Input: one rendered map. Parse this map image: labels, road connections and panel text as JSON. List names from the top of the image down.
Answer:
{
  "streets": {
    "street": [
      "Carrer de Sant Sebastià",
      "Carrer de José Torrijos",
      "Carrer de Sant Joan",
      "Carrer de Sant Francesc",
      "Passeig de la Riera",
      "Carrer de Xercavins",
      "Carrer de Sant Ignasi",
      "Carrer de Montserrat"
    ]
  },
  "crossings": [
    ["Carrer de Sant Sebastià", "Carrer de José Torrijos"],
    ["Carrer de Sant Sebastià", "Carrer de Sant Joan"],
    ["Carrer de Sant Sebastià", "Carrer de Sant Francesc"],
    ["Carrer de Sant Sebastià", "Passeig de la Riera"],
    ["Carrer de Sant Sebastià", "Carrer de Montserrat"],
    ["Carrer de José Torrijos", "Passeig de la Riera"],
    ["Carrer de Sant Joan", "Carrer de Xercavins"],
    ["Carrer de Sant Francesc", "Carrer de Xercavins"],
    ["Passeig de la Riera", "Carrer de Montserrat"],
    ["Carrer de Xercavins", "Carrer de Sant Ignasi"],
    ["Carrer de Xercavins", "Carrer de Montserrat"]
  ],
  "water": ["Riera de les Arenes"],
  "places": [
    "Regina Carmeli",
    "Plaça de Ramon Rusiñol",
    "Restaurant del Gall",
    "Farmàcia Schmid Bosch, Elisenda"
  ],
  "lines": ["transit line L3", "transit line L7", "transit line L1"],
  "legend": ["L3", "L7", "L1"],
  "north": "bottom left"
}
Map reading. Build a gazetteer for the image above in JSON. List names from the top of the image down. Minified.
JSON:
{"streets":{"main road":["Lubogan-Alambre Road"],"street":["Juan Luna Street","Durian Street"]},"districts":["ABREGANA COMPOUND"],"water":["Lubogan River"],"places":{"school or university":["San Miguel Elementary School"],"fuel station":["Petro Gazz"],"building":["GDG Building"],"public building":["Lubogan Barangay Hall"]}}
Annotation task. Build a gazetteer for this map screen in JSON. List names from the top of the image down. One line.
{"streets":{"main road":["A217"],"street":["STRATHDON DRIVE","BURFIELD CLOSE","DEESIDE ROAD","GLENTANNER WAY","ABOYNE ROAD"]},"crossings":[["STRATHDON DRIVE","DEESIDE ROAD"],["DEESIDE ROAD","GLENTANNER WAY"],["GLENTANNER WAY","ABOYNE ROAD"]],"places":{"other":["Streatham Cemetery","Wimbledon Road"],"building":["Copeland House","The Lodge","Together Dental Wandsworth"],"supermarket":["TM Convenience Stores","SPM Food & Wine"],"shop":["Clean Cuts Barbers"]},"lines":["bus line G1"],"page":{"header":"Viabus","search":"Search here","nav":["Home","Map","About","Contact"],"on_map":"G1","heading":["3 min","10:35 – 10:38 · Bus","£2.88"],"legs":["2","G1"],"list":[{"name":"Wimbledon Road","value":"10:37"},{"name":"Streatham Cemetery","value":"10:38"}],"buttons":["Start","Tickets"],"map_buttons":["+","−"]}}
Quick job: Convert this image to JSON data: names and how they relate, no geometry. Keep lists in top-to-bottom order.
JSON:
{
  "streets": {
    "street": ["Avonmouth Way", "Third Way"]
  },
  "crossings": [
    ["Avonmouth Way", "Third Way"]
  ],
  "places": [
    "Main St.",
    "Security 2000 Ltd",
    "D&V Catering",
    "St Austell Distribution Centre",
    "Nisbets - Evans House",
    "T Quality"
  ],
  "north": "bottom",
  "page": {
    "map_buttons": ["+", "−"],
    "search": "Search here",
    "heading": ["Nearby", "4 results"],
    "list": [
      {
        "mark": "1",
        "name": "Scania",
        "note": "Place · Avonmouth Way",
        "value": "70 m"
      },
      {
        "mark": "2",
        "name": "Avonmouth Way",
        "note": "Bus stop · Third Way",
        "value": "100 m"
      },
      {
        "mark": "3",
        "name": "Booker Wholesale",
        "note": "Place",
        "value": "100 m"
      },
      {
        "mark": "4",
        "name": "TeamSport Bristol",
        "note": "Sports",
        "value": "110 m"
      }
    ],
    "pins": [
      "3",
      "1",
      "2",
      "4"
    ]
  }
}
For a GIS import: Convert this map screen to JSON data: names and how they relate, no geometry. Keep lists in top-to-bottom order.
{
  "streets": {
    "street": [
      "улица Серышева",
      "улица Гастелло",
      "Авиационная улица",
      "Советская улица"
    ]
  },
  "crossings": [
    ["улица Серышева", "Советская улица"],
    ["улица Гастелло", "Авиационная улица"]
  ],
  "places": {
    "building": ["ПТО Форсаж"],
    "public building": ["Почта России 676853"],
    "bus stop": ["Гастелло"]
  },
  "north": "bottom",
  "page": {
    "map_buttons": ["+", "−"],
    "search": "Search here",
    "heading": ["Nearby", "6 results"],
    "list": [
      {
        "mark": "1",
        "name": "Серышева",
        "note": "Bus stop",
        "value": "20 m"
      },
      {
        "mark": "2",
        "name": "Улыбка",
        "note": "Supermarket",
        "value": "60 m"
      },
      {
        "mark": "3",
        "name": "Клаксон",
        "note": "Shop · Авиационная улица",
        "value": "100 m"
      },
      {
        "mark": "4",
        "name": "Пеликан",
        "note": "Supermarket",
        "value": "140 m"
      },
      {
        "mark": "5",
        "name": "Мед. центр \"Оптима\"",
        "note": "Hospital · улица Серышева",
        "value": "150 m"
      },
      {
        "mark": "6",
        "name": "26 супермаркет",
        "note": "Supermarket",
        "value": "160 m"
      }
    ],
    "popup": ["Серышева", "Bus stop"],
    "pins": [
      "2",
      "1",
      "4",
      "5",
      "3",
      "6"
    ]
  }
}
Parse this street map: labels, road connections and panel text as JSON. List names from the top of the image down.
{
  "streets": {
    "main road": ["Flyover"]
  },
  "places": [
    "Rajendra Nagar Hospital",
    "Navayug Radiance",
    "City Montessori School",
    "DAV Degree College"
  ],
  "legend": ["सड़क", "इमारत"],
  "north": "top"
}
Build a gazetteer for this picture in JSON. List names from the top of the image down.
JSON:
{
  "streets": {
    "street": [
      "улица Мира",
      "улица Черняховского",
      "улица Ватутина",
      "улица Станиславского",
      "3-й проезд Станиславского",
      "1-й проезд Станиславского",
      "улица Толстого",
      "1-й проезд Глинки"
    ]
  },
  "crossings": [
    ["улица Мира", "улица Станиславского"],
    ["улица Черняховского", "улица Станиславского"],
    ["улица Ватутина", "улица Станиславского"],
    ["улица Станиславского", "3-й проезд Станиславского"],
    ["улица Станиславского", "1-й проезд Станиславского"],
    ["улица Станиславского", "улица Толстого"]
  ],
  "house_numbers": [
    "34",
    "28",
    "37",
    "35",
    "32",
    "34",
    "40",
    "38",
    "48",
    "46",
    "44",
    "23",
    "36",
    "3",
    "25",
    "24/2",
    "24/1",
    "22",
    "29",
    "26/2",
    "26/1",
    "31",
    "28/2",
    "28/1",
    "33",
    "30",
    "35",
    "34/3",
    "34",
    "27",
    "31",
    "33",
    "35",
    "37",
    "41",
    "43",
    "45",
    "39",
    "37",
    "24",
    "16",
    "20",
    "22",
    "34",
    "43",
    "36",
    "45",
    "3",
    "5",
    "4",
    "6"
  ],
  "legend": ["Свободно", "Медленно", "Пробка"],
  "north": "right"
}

= = = = =

To do:
Set the data down again in full. Keep it exact.

Problem solution:
Input: one rendered map. Parse this map image: labels, road connections and panel text as JSON. List names from the top of the image down.
Answer:
{
  "streets": {
    "street": [
      "Carrer de Sant Sebastià",
      "Carrer de José Torrijos",
      "Carrer de Sant Joan",
      "Carrer de Sant Francesc",
      "Passeig de la Riera",
      "Carrer de Xercavins",
      "Carrer de Sant Ignasi",
      "Carrer de Montserrat"
    ]
  },
  "crossings": [
    ["Carrer de Sant Sebastià", "Carrer de José Torrijos"],
    ["Carrer de Sant Sebastià", "Carrer de Sant Joan"],
    ["Carrer de Sant Sebastià", "Carrer de Sant Francesc"],
    ["Carrer de Sant Sebastià", "Passeig de la Riera"],
    ["Carrer de Sant Sebastià", "Carrer de Montserrat"],
    ["Carrer de José Torrijos", "Passeig de la Riera"],
    ["Carrer de Sant Joan", "Carrer de Xercavins"],
    ["Carrer de Sant Francesc", "Carrer de Xercavins"],
    ["Passeig de la Riera", "Carrer de Montserrat"],
    ["Carrer de Xercavins", "Carrer de Sant Ignasi"],
    ["Carrer de Xercavins", "Carrer de Montserrat"]
  ],
  "water": ["Riera de les Arenes"],
  "places": [
    "Regina Carmeli",
    "Plaça de Ramon Rusiñol",
    "Restaurant del Gall",
    "Farmàcia Schmid Bosch, Elisenda"
  ],
  "lines": ["transit line L3", "transit line L7", "transit line L1"],
  "legend": ["L3", "L7", "L1"],
  "north": "bottom left"
}
Map reading. Build a gazetteer for the image above in JSON. List names from the top of the image down. Minified.
JSON:
{"streets":{"main road":["Lubogan-Alambre Road"],"street":["Juan Luna Street","Durian Street"]},"districts":["ABREGANA COMPOUND"],"water":["Lubogan River"],"places":{"school or university":["San Miguel Elementary School"],"fuel station":["Petro Gazz"],"building":["GDG Building"],"public building":["Lubogan Barangay Hall"]}}
Annotation task. Build a gazetteer for this map screen in JSON. List names from the top of the image down. One line.
{"streets":{"main road":["A217"],"street":["STRATHDON DRIVE","BURFIELD CLOSE","DEESIDE ROAD","GLENTANNER WAY","ABOYNE ROAD"]},"crossings":[["STRATHDON DRIVE","DEESIDE ROAD"],["DEESIDE ROAD","GLENTANNER WAY"],["GLENTANNER WAY","ABOYNE ROAD"]],"places":{"other":["Streatham Cemetery","Wimbledon Road"],"building":["Copeland House","The Lodge","Together Dental Wandsworth"],"supermarket":["TM Convenience Stores","SPM Food & Wine"],"shop":["Clean Cuts Barbers"]},"lines":["bus line G1"],"page":{"header":"Viabus","search":"Search here","nav":["Home","Map","About","Contact"],"on_map":"G1","heading":["3 min","10:35 – 10:38 · Bus","£2.88"],"legs":["2","G1"],"list":[{"name":"Wimbledon Road","value":"10:37"},{"name":"Streatham Cemetery","value":"10:38"}],"buttons":["Start","Tickets"],"map_buttons":["+","−"]}}
Quick job: Convert this image to JSON data: names and how they relate, no geometry. Keep lists in top-to-bottom order.
JSON:
{
  "streets": {
    "street": ["Avonmouth Way", "Third Way"]
  },
  "crossings": [
    ["Avonmouth Way", "Third Way"]
  ],
  "places": [
    "Main St.",
    "Security 2000 Ltd",
    "D&V Catering",
    "St Austell Distribution Centre",
    "Nisbets - Evans House",
    "T Quality"
  ],
  "north": "bottom",
  "page": {
    "map_buttons": ["+", "−"],
    "search": "Search here",
    "heading": ["Nearby", "4 results"],
    "list": [
      {
        "mark": "1",
        "name": "Scania",
        "note": "Place · Avonmouth Way",
        "value": "70 m"
      },
      {
        "mark": "2",
        "name": "Avonmouth Way",
        "note": "Bus stop · Third Way",
        "value": "100 m"
      },
      {
        "mark": "3",
        "name": "Booker Wholesale",
        "note": "Place",
        "value": "100 m"
      },
      {
        "mark": "4",
        "name": "TeamSport Bristol",
        "note": "Sports",
        "value": "110 m"
      }
    ],
    "pins": [
      "3",
      "1",
      "2",
      "4"
    ]
  }
}
For a GIS import: Convert this map screen to JSON data: names and how they relate, no geometry. Keep lists in top-to-bottom order.
{
  "streets": {
    "street": [
      "улица Серышева",
      "улица Гастелло",
      "Авиационная улица",
      "Советская улица"
    ]
  },
  "crossings": [
    ["улица Серышева", "Советская улица"],
    ["улица Гастелло", "Авиационная улица"]
  ],
  "places": {
    "building": ["ПТО Форсаж"],
    "public building": ["Почта России 676853"],
    "bus stop": ["Гастелло"]
  },
  "north": "bottom",
  "page": {
    "map_buttons": ["+", "−"],
    "search": "Search here",
    "heading": ["Nearby", "6 results"],
    "list": [
      {
        "mark": "1",
        "name": "Серышева",
        "note": "Bus stop",
        "value": "20 m"
      },
      {
        "mark": "2",
        "name": "Улыбка",
        "note": "Supermarket",
        "value": "60 m"
      },
      {
        "mark": "3",
        "name": "Клаксон",
        "note": "Shop · Авиационная улица",
        "value": "100 m"
      },
      {
        "mark": "4",
        "name": "Пеликан",
        "note": "Supermarket",
        "value": "140 m"
      },
      {
        "mark": "5",
        "name": "Мед. центр \"Оптима\"",
        "note": "Hospital · улица Серышева",
        "value": "150 m"
      },
      {
        "mark": "6",
        "name": "26 супермаркет",
        "note": "Supermarket",
        "value": "160 m"
      }
    ],
    "popup": ["Серышева", "Bus stop"],
    "pins": [
      "2",
      "1",
      "4",
      "5",
      "3",
      "6"
    ]
  }
}
Parse this street map: labels, road connections and panel text as JSON. List names from the top of the image down.
{
  "streets": {
    "main road": ["Flyover"]
  },
  "places": [
    "Rajendra Nagar Hospital",
    "Navayug Radiance",
    "City Montessori School",
    "DAV Degree College"
  ],
  "legend": ["सड़क", "इमारत"],
  "north": "top"
}
Build a gazetteer for this picture in JSON. List names from the top of the image down.
JSON:
{
  "streets": {
    "street": [
      "улица Мира",
      "улица Черняховского",
      "улица Ватутина",
      "улица Станиславского",
      "3-й проезд Станиславского",
      "1-й проезд Станиславского",
      "улица Толстого",
      "1-й проезд Глинки"
    ]
  },
  "crossings": [
    ["улица Мира", "улица Станиславского"],
    ["улица Черняховского", "улица Станиславского"],
    ["улица Ватутина", "улица Станиславского"],
    ["улица Станиславского", "3-й проезд Станиславского"],
    ["улица Станиславского", "1-й проезд Станиславского"],
    ["улица Станиславского", "улица Толстого"]
  ],
  "house_numbers": [
    "34",
    "28",
    "37",
    "35",
    "32",
    "34",
    "40",
    "38",
    "48",
    "46",
    "44",
    "23",
    "36",
    "3",
    "25",
    "24/2",
    "24/1",
    "22",
    "29",
    "26/2",
    "26/1",
    "31",
    "28/2",
    "28/1",
    "33",
    "30",
    "35",
    "34/3",
    "34",
    "27",
    "31",
    "33",
    "35",
    "37",
    "41",
    "43",
    "45",
    "39",
    "37",
    "24",
    "16",
    "20",
    "22",
    "34",
    "43",
    "36",
    "45",
    "3",
    "5",
    "4",
    "6"
  ],
  "legend": ["Свободно", "Медленно", "Пробка"],
  "north": "right"
}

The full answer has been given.